> Source data:
========================

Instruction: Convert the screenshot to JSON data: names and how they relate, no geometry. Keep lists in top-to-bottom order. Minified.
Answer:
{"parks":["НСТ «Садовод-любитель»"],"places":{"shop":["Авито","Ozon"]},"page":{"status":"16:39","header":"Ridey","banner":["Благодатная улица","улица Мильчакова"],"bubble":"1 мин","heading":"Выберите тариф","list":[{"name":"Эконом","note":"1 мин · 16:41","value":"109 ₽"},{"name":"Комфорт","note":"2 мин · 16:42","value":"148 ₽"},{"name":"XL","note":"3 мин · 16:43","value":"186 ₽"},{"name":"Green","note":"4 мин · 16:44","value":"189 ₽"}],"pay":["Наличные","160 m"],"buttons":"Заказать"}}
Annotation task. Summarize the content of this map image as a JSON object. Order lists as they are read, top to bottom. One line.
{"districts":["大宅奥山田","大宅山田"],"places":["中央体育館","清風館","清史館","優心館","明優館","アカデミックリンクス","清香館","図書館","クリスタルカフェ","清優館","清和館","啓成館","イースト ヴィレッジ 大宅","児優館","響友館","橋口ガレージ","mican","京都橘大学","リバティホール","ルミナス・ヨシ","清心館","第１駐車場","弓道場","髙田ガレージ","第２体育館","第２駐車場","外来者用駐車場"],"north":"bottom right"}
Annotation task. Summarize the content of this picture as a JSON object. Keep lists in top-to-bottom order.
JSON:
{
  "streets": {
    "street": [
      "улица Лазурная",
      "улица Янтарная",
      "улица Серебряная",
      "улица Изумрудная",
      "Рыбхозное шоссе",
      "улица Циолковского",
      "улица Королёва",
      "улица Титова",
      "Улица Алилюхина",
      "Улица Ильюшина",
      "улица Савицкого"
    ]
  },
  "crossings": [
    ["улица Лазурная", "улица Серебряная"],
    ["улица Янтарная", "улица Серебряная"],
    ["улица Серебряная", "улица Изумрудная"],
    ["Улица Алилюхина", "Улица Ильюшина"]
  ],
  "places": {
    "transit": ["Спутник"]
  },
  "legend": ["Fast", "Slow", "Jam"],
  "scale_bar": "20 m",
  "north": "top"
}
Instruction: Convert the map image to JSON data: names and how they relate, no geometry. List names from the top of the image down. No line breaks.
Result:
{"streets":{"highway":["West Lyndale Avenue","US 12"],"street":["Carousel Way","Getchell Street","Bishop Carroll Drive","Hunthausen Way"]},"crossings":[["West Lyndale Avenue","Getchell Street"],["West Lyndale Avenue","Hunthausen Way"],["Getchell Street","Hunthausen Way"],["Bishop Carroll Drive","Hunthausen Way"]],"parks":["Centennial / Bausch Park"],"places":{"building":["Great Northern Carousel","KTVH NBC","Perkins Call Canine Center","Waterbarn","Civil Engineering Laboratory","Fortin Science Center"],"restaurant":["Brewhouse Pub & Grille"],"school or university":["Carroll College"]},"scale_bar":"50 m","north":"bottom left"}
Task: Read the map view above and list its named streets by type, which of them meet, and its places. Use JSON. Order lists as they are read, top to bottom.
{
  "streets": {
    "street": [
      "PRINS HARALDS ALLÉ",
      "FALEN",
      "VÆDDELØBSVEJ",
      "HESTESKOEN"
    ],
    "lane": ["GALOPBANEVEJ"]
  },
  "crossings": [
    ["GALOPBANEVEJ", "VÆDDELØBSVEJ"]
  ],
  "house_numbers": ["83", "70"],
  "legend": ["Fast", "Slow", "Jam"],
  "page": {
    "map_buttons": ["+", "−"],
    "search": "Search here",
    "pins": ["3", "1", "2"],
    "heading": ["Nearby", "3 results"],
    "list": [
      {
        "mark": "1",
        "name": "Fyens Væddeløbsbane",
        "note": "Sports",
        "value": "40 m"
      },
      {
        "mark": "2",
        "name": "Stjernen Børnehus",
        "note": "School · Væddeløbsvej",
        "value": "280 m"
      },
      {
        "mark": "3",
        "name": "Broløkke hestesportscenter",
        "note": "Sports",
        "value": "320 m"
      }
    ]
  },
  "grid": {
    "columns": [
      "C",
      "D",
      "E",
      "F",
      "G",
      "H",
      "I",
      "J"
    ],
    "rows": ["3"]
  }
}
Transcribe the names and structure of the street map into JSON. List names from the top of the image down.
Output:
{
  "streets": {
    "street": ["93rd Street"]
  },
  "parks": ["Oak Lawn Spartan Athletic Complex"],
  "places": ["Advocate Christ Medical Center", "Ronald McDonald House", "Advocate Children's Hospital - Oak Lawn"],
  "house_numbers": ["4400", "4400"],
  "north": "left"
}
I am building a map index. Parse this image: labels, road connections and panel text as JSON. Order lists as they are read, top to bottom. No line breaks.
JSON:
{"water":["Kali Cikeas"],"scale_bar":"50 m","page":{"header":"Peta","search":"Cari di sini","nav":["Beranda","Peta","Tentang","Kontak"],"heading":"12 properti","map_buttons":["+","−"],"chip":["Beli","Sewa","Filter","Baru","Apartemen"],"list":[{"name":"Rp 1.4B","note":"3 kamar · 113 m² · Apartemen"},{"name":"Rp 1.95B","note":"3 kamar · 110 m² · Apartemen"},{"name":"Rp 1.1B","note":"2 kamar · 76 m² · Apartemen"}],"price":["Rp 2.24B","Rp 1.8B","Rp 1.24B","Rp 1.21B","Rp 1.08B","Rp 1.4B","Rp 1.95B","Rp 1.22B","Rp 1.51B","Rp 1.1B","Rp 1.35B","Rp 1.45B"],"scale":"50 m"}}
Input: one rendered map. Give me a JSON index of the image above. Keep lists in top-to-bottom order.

========================

> Exercise aim:
Copy out each line of the data containing the string "Keep".

> Exercise output:
Instruction: Convert the screenshot to JSON data: names and how they relate, no geometry. Keep lists in top-to-bottom order. Minified.
Annotation task. Summarize the content of this picture as a JSON object. Keep lists in top-to-bottom order.
Input: one rendered map. Give me a JSON index of the image above. Keep lists in top-to-bottom order.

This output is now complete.